MATTERS NOT INCORPORATED IN THIS AGREEMENT

16 That with respect to any matter connected with the affairs of the firm, which is not
specifically provided for herein, subject to the the Partnership Act, 1932 the partners may
make such agreements therefore and may set in such manner with regard thereto as may
be agreed upon by and between themselves.

MODIFICATION OF THE TERMS

17 That the partners shall be entitled to modify the above terms relating to remuneration,
interest, etc. payable to partners by executing a supplementary deed and such deed when
executed shall have effect unless otherwise provided from the first day of accounting
period in which such supplementary deed is executed and the same shall form part of this
deed of partnership.

DISPUTE IN CONNECTION WITH THE PARTNERSHIP


18 Whenever there by any difference of opinion or any dispute between the partners the
partners shall refer the same to an arbitration of one person.

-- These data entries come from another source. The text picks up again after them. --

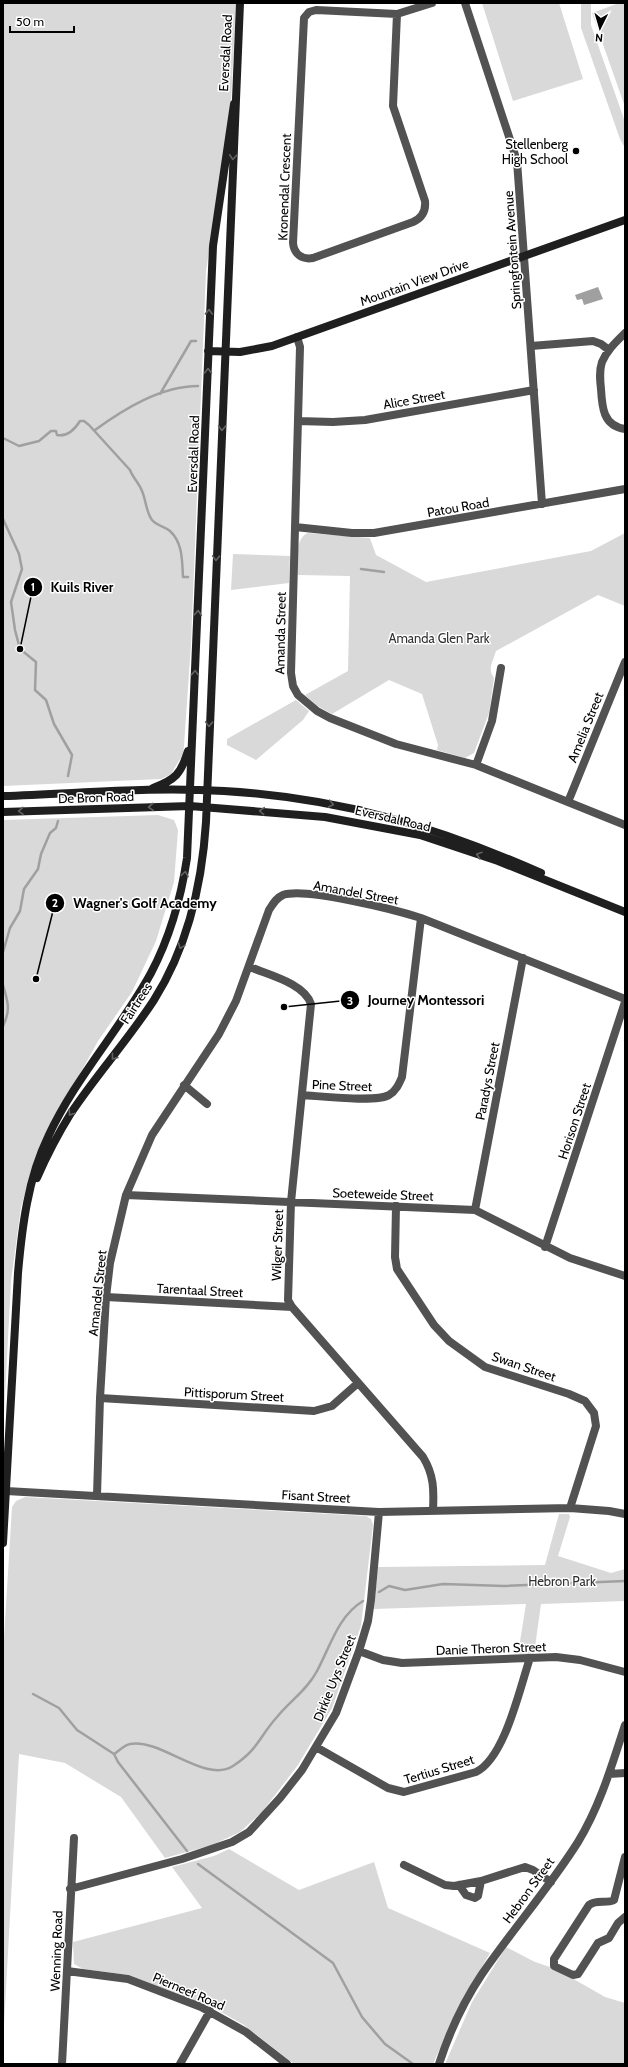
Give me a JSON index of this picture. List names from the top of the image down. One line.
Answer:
{"streets":{"main road":["Eversdal Road","Mountain View Drive","De Bron Road","Fairtrees"],"street":["Kronendal Crescent","Springfontein Avenue","Alice Street","Patou Road","Amanda Street","Amelia Street","Amandel Street","Paradys Street","Pine Street","Horison Street","Soeteweide Street","Wilger Street","Tarentaal Street","Swan Street","Pittisporum Street","Fisant Street","Danie Theron Street","Dirkie Uys Street","Tertius Street","Hebron Street","Wenning Road","Pierneef Road"]},"crossings":[["Eversdal Road","Mountain View Drive"],["Eversdal Road","De Bron Road"],["Eversdal Road","Fairtrees"],["Springfontein Avenue","Mountain View Drive"],["Springfontein Avenue","Alice Street"],["Springfontein Avenue","Patou Road"],["Mountain View Drive","Amanda Street"],["Alice Street","Amanda Street"],["Patou Road","Amanda Street"],["Amanda Street","Amelia Street"],["De Bron Road","Fairtrees"],["Amandel Street","Paradys Street"],["Amandel Street","Pine Street"],["Amandel Street","Horison Street"],["Amandel Street","Soeteweide Street"],["Amandel Street","Wilger Street"],["Amandel Street","Tarentaal Street"],["Amandel Street","Pittisporum Street"],["Amandel Street","Fisant Street"],["Fairtrees","Fisant Street"],["Paradys Street","Soeteweide Street"],["Pine Street","Wilger Street"],["Horison Street","Soeteweide Street"],["Soeteweide Street","Wilger Street"],["Soeteweide Street","Swan Street"],["Wilger Street","Tarentaal Street"],["Wilger Street","Pittisporum Street"],["Wilger Street","Fisant Street"],["Swan Street","Fisant Street"],["Fisant Street","Dirkie Uys Street"],["Danie Theron Street","Dirkie Uys Street"],["Danie Theron Street","Tertius Street"],["Dirkie Uys Street","Tertius Street"],["Dirkie Uys Street","Wenning Road"],["Wenning Road","Pierneef Road"]],"parks":["Amanda Glen Park","Hebron Park"],"places":["Stellenberg High School","Kuils River","Wagner's Golf Academy","Journey Montessori"],"scale_bar":"50 m","north":"bottom"}
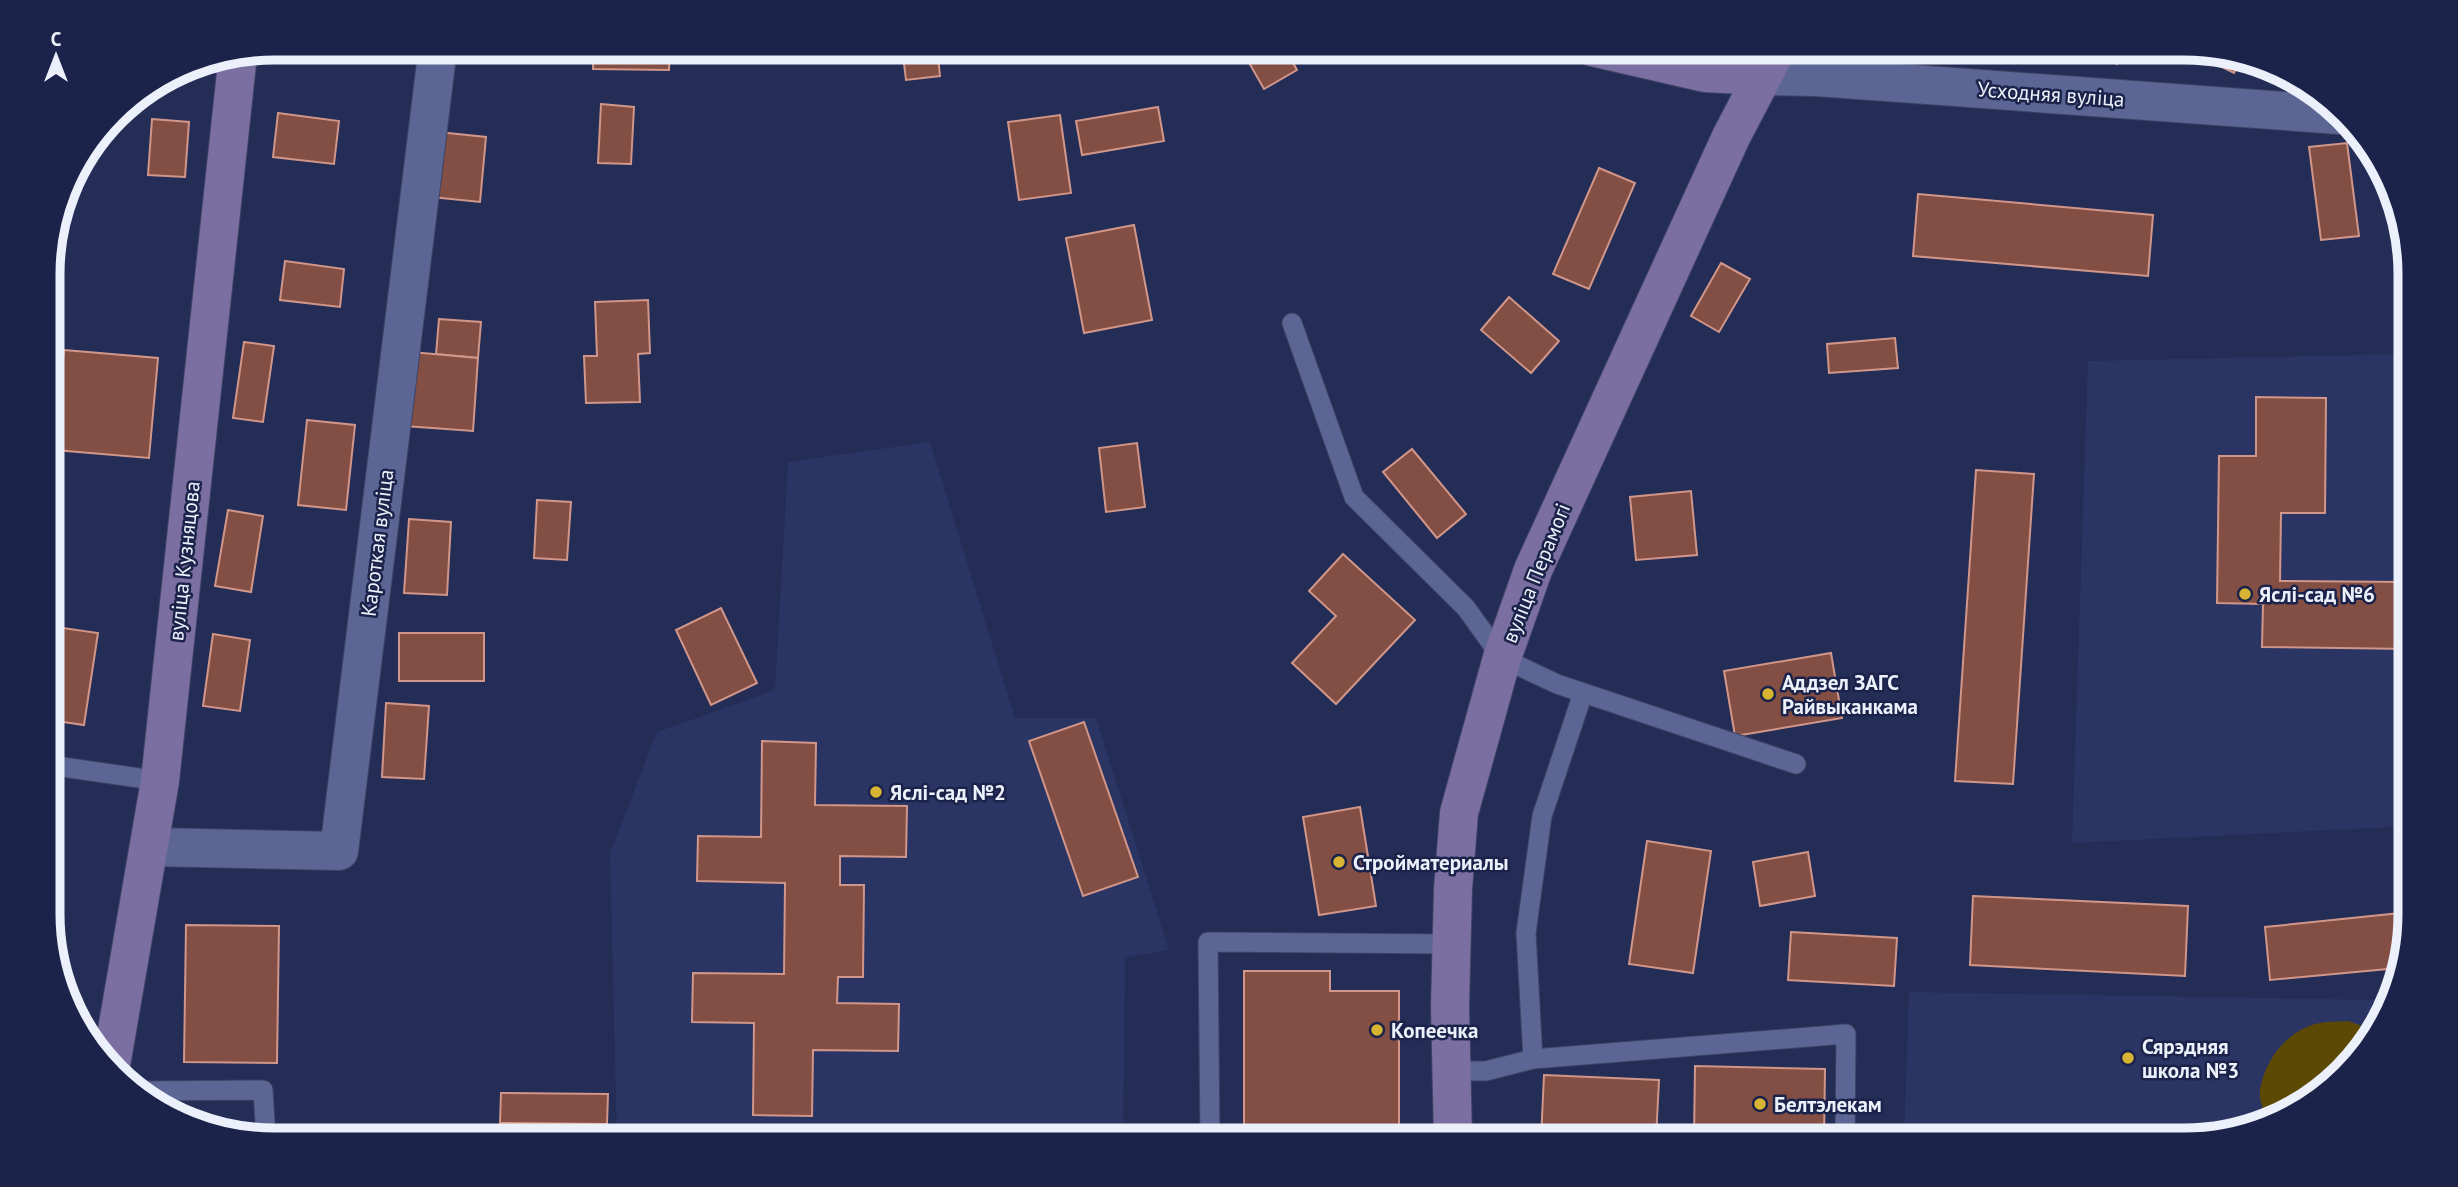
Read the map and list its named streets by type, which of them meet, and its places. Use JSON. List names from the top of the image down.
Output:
{
  "streets": {
    "street": [
      "Усходняя вуліца",
      "Кароткая вуліца",
      "вуліца Кузняцова",
      "вуліца Перамогі"
    ]
  },
  "crossings": [
    ["Усходняя вуліца", "вуліца Перамогі"],
    ["Кароткая вуліца", "вуліца Кузняцова"]
  ],
  "places": [
    "Яслі-сад №6",
    "Аддзел ЗАГС Райвыканкама",
    "Яслі-сад №2",
    "Стройматериалы",
    "Копеечка",
    "Сярэдняя школа №3",
    "Белтэлекам"
  ],
  "north": "top"
}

The decision of the
arbitrator so nominated shall be final and binding on all partners, such arbitration
proceedings shall be governed by Bangladesh Arbitration Act, which is in force.

IN WITNESS WHEREOF the parties to this deed have set their hands on the day and year first
above written and in the presence of:

First Party:

(Alamtaj Parveen (Shymoli))

Second Party:

(Laila Monowara)

Third Party:

(Shahidul Islam)
WITNESSES:

1.

2.

3.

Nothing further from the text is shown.